TASK TO COMPLETE.
The answer must consist of each line below that contains the word "Street", copied in full.

----------------------------------------

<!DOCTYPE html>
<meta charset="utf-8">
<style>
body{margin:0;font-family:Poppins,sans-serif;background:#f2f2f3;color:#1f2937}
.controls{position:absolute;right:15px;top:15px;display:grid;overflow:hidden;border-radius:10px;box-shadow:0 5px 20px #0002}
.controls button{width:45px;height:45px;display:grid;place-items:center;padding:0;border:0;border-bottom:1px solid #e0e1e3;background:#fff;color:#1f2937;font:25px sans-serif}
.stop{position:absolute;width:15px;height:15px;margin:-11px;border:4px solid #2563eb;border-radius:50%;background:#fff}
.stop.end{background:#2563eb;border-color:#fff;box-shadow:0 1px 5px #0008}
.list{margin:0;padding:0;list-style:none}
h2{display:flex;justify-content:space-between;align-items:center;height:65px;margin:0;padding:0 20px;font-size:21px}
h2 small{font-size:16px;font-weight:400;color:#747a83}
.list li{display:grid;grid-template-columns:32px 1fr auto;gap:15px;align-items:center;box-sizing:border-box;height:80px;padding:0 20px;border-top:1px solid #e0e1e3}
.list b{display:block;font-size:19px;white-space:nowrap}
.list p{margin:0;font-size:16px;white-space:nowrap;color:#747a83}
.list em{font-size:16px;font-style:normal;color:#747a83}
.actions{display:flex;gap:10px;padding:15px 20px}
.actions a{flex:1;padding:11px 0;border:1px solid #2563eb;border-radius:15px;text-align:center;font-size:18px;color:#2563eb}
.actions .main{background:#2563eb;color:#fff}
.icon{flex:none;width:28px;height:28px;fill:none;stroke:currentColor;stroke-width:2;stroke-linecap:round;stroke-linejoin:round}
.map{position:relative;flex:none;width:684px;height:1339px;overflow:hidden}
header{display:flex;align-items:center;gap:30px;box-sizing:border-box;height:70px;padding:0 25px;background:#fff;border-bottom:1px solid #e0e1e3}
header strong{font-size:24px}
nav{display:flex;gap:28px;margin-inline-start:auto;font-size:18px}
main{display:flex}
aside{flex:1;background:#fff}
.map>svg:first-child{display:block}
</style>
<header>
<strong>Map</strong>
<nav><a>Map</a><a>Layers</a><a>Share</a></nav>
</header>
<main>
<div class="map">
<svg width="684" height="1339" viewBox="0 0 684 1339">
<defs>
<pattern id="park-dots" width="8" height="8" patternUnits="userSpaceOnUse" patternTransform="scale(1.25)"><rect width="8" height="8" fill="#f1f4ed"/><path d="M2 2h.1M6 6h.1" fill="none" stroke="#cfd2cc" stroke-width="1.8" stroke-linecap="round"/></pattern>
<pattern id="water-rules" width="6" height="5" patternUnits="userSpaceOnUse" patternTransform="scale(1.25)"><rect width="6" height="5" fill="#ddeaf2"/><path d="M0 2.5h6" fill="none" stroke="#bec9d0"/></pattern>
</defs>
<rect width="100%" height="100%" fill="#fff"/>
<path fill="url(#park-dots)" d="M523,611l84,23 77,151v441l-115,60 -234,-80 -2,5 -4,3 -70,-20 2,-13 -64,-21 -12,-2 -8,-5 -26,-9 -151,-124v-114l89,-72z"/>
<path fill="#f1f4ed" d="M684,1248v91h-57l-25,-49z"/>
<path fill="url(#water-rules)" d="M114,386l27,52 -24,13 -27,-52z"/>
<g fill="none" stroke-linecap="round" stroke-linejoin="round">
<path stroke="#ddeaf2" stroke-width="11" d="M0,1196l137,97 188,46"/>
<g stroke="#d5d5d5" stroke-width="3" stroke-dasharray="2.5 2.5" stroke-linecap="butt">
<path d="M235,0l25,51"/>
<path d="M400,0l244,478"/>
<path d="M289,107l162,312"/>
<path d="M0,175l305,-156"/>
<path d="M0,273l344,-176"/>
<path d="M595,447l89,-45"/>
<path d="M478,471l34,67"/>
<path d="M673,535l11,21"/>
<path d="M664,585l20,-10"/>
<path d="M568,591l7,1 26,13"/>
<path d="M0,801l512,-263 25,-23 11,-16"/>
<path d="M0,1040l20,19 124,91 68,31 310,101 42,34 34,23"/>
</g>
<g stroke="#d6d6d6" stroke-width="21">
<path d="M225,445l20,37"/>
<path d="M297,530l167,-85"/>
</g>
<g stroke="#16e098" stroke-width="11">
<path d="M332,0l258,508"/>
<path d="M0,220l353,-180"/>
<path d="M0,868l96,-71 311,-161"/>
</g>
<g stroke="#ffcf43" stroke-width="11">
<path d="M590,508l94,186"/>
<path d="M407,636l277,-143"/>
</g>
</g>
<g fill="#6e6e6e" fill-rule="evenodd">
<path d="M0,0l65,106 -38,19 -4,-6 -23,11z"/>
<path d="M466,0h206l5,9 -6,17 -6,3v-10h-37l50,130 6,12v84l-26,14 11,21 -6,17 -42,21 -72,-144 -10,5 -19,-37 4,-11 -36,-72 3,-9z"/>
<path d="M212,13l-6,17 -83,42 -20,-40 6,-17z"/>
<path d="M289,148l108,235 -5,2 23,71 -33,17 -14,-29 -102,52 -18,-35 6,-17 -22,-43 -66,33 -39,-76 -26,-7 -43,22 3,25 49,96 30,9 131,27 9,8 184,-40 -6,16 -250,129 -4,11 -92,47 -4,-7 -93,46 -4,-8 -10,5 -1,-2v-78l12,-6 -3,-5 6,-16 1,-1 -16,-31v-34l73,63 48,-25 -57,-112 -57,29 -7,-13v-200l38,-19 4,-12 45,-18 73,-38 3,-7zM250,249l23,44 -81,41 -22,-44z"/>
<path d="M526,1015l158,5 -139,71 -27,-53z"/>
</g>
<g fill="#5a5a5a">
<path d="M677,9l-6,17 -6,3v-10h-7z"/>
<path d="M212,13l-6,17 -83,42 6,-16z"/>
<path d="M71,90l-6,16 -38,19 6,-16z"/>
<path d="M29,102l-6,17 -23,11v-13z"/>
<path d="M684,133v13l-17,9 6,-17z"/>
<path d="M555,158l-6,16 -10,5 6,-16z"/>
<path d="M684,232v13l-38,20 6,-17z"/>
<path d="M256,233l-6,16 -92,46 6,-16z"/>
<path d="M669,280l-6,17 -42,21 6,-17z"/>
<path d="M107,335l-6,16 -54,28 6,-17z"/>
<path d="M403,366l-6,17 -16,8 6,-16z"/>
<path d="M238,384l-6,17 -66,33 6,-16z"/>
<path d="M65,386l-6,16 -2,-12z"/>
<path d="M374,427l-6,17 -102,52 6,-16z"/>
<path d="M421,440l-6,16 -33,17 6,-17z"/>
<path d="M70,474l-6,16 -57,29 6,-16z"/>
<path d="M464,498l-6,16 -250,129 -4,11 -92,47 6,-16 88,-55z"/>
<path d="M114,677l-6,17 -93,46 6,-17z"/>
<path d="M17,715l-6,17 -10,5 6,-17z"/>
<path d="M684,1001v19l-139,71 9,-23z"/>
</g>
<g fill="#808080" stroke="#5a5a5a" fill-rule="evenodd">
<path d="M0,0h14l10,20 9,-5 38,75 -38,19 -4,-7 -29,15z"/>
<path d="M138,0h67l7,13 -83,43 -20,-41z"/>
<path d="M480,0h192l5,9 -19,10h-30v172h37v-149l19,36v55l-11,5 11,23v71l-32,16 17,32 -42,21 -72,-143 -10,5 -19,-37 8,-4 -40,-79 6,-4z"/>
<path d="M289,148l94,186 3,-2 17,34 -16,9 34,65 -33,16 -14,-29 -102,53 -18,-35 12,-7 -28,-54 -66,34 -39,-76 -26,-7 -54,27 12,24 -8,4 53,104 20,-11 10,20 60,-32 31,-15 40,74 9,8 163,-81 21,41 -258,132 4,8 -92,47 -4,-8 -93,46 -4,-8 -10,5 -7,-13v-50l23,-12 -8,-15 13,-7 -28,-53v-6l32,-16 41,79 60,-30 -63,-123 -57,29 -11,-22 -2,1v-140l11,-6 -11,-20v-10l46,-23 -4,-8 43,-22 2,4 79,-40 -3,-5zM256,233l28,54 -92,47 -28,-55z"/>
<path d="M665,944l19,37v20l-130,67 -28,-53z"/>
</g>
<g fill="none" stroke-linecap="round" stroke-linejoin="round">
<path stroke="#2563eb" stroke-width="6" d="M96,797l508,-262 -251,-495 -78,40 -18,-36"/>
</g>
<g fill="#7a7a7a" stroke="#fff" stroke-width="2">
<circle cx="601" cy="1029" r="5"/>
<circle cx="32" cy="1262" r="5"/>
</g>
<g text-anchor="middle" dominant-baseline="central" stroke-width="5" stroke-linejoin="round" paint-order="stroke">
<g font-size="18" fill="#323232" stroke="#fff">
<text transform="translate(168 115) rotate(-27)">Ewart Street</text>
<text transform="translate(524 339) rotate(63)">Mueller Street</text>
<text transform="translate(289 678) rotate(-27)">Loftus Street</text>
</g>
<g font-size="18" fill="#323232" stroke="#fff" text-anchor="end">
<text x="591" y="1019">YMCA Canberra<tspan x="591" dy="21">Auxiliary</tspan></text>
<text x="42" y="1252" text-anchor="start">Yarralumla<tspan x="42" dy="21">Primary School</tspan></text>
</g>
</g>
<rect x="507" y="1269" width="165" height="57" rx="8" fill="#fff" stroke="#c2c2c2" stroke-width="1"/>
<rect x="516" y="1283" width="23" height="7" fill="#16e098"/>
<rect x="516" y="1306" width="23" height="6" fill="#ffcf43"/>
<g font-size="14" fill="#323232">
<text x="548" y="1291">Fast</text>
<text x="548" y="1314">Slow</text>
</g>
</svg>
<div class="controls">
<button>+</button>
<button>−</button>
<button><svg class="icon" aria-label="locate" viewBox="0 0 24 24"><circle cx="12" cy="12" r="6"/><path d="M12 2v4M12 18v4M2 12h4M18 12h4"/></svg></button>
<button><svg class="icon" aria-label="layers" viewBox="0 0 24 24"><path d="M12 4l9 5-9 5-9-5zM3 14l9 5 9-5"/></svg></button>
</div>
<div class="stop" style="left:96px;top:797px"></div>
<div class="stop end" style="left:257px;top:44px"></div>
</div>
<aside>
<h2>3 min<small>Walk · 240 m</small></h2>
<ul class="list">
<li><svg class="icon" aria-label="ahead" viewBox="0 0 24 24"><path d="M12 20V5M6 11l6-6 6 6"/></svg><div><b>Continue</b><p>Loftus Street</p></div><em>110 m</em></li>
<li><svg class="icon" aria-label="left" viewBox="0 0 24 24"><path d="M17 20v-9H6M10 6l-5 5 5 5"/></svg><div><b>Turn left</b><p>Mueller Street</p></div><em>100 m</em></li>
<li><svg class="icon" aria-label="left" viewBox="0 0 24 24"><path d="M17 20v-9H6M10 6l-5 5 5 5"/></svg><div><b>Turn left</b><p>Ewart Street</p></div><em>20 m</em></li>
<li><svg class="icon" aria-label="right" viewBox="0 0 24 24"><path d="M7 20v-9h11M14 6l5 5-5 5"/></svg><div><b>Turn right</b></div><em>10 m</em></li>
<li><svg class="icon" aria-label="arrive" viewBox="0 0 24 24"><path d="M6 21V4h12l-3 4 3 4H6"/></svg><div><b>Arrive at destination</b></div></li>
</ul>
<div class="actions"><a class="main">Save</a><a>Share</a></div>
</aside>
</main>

----------------------------------------

ANSWER TO THIS EXERCISE.
<text transform="translate(168 115) rotate(-27)">Ewart Street</text>
<text transform="translate(524 339) rotate(63)">Mueller Street</text>
<text transform="translate(289 678) rotate(-27)">Loftus Street</text>
<li><svg class="icon" aria-label="ahead" viewBox="0 0 24 24"><path d="M12 20V5M6 11l6-6 6 6"/></svg><div><b>Continue</b><p>Loftus Street</p></div><em>110 m</em></li>
<li><svg class="icon" aria-label="left" viewBox="0 0 24 24"><path d="M17 20v-9H6M10 6l-5 5 5 5"/></svg><div><b>Turn left</b><p>Mueller Street</p></div><em>100 m</em></li>
<li><svg class="icon" aria-label="left" viewBox="0 0 24 24"><path d="M17 20v-9H6M10 6l-5 5 5 5"/></svg><div><b>Turn left</b><p>Ewart Street</p></div><em>20 m</em></li>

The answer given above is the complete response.